**What to work on:**
Select every line below containing the word "direction".

**Record extracts:**
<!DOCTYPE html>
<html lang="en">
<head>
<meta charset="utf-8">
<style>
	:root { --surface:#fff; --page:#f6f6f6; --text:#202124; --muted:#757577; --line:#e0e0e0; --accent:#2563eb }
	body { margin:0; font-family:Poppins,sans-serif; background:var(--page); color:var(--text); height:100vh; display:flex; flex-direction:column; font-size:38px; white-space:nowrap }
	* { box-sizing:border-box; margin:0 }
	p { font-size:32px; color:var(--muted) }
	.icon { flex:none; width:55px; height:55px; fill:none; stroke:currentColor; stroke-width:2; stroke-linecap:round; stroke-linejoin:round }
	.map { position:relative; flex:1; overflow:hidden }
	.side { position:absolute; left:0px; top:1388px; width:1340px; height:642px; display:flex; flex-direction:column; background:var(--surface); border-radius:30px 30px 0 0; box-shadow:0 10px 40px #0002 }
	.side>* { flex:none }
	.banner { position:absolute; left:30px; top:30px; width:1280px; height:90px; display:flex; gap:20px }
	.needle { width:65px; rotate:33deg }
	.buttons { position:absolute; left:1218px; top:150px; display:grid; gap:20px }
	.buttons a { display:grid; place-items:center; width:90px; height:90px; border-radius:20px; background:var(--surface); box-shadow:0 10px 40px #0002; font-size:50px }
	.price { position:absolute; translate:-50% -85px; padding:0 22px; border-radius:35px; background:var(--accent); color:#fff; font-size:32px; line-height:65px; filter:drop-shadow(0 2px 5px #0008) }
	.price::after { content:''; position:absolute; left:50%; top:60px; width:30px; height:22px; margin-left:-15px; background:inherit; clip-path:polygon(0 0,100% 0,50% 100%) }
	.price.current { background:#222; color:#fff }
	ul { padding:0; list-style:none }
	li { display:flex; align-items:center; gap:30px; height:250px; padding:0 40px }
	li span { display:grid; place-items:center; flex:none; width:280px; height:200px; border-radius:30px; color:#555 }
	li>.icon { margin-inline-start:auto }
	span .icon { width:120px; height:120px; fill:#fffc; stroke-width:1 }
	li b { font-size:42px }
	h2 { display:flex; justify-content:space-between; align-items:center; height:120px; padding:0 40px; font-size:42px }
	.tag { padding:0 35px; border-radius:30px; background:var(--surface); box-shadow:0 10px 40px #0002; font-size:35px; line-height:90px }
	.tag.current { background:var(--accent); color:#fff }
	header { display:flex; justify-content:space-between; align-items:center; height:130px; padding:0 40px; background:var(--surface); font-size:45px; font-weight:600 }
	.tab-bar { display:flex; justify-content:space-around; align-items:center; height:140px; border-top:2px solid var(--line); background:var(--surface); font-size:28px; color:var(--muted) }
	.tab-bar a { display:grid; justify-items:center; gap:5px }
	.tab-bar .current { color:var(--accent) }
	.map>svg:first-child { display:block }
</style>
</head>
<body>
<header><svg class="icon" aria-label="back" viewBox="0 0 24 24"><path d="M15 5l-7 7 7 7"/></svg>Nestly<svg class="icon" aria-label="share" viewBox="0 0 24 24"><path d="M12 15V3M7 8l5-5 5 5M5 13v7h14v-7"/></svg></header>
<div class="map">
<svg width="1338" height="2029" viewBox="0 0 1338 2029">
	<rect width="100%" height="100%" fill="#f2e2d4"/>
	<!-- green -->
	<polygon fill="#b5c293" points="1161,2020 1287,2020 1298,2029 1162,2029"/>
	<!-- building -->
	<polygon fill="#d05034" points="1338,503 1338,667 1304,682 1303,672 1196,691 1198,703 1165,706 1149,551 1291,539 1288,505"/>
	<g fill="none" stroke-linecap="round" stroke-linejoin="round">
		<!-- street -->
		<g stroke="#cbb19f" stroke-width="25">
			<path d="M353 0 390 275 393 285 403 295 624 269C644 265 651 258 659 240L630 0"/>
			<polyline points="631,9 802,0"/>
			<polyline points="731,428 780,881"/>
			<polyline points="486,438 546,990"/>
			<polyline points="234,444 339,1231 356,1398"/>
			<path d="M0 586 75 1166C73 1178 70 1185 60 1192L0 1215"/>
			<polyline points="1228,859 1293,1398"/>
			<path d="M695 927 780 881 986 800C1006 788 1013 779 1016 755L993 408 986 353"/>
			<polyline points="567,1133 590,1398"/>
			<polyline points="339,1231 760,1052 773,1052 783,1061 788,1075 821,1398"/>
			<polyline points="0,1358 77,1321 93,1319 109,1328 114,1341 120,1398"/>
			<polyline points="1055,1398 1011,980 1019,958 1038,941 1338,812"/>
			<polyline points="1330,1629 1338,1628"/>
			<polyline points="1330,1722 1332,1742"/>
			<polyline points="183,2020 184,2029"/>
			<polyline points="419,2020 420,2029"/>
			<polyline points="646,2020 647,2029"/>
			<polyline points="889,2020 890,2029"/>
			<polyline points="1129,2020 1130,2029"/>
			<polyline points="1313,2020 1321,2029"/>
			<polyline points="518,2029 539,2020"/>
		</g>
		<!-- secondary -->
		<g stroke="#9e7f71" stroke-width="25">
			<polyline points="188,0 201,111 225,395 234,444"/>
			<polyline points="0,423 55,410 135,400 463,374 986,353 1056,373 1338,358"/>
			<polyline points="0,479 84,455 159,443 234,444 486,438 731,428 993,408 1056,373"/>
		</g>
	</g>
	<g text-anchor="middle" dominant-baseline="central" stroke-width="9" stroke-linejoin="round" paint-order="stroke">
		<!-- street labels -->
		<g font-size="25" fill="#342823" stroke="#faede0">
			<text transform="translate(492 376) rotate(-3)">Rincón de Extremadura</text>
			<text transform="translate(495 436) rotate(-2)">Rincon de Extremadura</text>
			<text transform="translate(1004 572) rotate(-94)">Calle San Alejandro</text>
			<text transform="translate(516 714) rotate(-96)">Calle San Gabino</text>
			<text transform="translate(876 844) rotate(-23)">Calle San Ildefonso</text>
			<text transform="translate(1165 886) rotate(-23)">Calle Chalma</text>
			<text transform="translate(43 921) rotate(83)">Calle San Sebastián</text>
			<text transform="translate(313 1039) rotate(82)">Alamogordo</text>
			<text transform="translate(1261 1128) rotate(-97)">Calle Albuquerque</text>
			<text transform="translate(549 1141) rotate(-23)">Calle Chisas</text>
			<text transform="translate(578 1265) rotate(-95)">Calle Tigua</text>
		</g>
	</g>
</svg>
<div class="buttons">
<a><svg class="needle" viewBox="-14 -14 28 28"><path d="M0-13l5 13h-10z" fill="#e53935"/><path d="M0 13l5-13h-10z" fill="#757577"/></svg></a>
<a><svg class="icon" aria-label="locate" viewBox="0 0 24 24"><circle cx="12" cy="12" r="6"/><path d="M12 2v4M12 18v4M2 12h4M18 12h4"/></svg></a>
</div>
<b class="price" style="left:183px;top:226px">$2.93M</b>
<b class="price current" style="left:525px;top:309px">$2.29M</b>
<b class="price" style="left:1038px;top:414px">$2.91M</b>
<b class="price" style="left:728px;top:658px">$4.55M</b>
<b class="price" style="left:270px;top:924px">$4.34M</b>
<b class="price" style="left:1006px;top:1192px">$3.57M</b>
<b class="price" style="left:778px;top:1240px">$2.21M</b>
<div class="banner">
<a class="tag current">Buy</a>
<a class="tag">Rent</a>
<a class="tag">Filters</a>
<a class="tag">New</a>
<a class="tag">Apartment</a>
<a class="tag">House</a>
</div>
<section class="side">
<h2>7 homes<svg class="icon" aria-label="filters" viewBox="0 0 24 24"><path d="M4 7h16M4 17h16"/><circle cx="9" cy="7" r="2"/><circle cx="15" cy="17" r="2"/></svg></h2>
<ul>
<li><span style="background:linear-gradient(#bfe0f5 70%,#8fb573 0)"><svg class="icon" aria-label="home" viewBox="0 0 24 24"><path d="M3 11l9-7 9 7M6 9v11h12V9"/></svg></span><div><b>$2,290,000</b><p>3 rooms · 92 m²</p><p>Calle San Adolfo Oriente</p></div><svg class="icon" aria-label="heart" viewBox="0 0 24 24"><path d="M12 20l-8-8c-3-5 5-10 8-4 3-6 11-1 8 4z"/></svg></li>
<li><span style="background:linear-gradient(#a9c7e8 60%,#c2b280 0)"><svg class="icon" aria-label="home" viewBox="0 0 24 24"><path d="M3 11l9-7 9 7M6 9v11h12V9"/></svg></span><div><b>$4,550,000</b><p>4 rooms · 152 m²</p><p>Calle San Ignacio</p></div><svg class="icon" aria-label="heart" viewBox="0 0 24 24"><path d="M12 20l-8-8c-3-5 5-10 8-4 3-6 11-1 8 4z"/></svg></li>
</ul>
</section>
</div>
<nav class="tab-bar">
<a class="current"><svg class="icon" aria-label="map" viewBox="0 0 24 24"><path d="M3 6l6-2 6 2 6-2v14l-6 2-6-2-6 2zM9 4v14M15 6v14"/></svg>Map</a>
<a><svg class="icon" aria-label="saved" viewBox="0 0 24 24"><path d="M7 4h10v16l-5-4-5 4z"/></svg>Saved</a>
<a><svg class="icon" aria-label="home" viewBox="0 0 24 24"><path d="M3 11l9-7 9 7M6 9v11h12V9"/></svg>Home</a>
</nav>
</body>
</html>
---
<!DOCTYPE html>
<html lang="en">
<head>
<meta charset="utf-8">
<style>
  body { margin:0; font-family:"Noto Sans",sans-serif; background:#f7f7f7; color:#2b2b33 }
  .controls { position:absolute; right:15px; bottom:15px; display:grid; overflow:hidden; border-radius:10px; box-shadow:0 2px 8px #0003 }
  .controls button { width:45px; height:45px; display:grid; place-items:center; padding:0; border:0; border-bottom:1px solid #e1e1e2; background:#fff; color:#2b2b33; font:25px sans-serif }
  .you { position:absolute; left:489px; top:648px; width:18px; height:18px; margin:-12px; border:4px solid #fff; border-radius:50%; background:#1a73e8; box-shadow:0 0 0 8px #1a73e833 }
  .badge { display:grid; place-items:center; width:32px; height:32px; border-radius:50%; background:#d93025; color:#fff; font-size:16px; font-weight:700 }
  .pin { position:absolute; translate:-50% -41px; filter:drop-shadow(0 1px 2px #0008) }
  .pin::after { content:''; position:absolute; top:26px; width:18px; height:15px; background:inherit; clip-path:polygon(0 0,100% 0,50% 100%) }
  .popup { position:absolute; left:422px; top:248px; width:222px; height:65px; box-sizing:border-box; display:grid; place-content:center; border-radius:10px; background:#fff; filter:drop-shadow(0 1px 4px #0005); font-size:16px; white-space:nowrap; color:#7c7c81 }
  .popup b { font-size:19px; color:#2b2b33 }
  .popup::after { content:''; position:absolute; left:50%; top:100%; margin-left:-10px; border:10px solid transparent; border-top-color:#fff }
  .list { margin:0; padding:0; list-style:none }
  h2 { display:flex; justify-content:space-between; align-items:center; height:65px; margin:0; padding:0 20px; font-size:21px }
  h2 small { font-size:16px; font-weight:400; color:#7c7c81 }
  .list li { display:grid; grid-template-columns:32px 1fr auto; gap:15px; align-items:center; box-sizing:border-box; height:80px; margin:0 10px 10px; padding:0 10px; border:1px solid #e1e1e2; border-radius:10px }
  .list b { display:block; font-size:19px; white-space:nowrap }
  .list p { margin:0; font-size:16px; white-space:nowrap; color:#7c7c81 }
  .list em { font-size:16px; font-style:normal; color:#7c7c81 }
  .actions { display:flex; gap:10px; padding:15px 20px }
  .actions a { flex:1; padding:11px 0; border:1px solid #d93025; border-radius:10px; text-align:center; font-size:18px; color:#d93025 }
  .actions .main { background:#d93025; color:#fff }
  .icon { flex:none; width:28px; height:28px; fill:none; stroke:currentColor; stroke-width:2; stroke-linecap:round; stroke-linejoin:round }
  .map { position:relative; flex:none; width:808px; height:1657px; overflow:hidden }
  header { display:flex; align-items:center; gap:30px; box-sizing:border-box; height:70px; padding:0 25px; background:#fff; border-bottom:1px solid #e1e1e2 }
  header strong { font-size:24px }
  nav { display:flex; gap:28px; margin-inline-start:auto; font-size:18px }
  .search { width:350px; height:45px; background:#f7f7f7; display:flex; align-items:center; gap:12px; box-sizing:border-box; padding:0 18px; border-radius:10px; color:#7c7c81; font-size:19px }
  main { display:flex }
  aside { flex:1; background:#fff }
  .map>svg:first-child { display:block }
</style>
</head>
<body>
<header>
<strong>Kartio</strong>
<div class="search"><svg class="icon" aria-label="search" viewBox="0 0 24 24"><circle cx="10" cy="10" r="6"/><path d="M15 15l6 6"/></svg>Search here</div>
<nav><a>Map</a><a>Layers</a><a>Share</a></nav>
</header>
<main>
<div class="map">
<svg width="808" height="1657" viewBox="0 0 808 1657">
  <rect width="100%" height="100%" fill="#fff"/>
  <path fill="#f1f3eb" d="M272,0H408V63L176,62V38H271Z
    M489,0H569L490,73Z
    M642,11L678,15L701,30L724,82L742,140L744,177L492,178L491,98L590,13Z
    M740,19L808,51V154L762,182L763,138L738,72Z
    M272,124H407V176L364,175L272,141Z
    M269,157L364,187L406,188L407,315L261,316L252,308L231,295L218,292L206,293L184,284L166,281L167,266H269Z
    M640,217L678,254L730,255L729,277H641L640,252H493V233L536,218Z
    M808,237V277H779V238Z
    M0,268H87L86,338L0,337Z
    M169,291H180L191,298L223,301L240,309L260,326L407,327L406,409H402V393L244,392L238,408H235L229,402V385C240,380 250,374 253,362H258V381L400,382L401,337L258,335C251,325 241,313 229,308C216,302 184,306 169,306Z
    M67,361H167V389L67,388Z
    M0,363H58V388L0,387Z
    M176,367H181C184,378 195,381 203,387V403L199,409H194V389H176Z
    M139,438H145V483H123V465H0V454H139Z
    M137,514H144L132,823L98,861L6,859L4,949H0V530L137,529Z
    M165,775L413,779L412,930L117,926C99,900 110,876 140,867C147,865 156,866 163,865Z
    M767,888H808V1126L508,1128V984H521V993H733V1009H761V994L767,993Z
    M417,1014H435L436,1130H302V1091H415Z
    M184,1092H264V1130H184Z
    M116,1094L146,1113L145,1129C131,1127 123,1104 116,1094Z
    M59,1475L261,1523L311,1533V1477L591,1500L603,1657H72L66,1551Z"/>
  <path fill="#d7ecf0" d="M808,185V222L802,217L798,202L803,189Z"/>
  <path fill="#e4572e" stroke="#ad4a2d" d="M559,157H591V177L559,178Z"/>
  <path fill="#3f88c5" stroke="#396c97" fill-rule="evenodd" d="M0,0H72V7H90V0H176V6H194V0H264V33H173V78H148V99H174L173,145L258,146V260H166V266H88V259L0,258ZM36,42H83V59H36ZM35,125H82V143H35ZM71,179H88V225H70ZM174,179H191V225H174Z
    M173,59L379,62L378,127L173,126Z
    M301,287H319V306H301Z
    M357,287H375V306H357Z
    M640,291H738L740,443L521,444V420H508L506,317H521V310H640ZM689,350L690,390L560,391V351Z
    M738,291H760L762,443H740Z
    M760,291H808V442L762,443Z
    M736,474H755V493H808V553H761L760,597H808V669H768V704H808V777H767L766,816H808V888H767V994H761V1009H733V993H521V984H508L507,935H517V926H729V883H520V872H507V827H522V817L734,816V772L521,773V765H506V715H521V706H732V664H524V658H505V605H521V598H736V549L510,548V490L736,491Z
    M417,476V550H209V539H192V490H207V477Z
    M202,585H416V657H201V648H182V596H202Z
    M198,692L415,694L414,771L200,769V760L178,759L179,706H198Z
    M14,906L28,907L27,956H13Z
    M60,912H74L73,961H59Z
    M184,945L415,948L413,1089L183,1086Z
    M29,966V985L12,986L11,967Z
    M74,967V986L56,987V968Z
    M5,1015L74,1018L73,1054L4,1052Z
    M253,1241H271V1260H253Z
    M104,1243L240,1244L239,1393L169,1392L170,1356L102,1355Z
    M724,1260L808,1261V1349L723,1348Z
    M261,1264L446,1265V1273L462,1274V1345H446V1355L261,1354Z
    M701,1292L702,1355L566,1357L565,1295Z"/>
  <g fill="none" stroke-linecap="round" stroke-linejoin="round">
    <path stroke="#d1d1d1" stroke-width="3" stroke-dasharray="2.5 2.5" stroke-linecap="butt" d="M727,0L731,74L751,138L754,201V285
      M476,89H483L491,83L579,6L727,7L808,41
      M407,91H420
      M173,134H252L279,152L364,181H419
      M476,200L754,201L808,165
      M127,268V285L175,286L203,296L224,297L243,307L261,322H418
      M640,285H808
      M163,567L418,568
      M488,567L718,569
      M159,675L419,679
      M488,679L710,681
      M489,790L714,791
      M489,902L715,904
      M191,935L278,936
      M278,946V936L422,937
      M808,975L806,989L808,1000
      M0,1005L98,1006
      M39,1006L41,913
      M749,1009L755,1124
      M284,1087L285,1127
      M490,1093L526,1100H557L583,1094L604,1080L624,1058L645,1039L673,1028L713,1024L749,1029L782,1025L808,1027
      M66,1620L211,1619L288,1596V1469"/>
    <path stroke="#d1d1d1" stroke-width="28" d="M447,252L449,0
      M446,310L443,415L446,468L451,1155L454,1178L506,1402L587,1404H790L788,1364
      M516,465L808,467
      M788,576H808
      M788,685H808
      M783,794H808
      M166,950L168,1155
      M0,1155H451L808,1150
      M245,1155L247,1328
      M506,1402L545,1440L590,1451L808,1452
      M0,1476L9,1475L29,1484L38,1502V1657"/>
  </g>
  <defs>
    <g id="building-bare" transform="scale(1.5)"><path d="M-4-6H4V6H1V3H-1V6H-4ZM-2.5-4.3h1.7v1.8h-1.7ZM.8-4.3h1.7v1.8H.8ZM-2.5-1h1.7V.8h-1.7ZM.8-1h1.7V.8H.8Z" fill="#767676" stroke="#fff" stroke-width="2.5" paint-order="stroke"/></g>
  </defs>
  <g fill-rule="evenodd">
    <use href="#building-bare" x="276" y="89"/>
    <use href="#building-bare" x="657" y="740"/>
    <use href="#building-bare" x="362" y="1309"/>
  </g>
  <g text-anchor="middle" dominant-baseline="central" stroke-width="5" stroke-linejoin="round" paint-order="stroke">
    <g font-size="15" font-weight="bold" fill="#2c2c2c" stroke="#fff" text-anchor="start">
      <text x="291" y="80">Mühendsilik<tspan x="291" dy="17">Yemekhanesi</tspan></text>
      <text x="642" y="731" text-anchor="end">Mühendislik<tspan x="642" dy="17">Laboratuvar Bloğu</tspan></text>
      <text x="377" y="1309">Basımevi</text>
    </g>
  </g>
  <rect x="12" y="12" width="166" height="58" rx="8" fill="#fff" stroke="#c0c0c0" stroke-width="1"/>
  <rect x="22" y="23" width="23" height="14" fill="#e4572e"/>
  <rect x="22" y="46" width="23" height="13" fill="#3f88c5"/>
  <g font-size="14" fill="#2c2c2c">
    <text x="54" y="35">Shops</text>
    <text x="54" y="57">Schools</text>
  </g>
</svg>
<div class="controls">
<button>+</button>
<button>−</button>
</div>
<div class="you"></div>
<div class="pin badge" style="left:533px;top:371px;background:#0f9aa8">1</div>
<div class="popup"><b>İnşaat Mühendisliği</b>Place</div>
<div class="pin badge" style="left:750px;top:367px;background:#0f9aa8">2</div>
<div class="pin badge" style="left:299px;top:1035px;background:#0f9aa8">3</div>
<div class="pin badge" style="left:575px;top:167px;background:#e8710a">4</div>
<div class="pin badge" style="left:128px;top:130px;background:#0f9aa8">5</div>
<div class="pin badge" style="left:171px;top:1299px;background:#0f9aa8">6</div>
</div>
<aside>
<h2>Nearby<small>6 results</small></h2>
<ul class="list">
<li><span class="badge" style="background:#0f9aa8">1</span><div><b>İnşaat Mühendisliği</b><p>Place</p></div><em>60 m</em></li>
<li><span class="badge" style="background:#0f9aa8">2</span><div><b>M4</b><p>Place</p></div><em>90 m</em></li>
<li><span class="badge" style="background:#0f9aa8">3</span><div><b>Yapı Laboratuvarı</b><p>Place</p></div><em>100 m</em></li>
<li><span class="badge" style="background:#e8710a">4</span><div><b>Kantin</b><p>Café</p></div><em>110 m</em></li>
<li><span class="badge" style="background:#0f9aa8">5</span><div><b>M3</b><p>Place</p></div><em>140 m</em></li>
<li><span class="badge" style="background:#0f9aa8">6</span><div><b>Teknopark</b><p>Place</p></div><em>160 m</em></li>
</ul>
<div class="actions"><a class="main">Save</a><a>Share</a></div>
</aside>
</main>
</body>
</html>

**Answer area:**
	body { margin:0; font-family:Poppins,sans-serif; background:var(--page); color:var(--text); height:100vh; display:flex; flex-direction:column; font-size:38px; white-space:nowrap }
	.side { position:absolute; left:0px; top:1388px; width:1340px; height:642px; display:flex; flex-direction:column; background:var(--surface); border-radius:30px 30px 0 0; box-shadow:0 10px 40px #0002 }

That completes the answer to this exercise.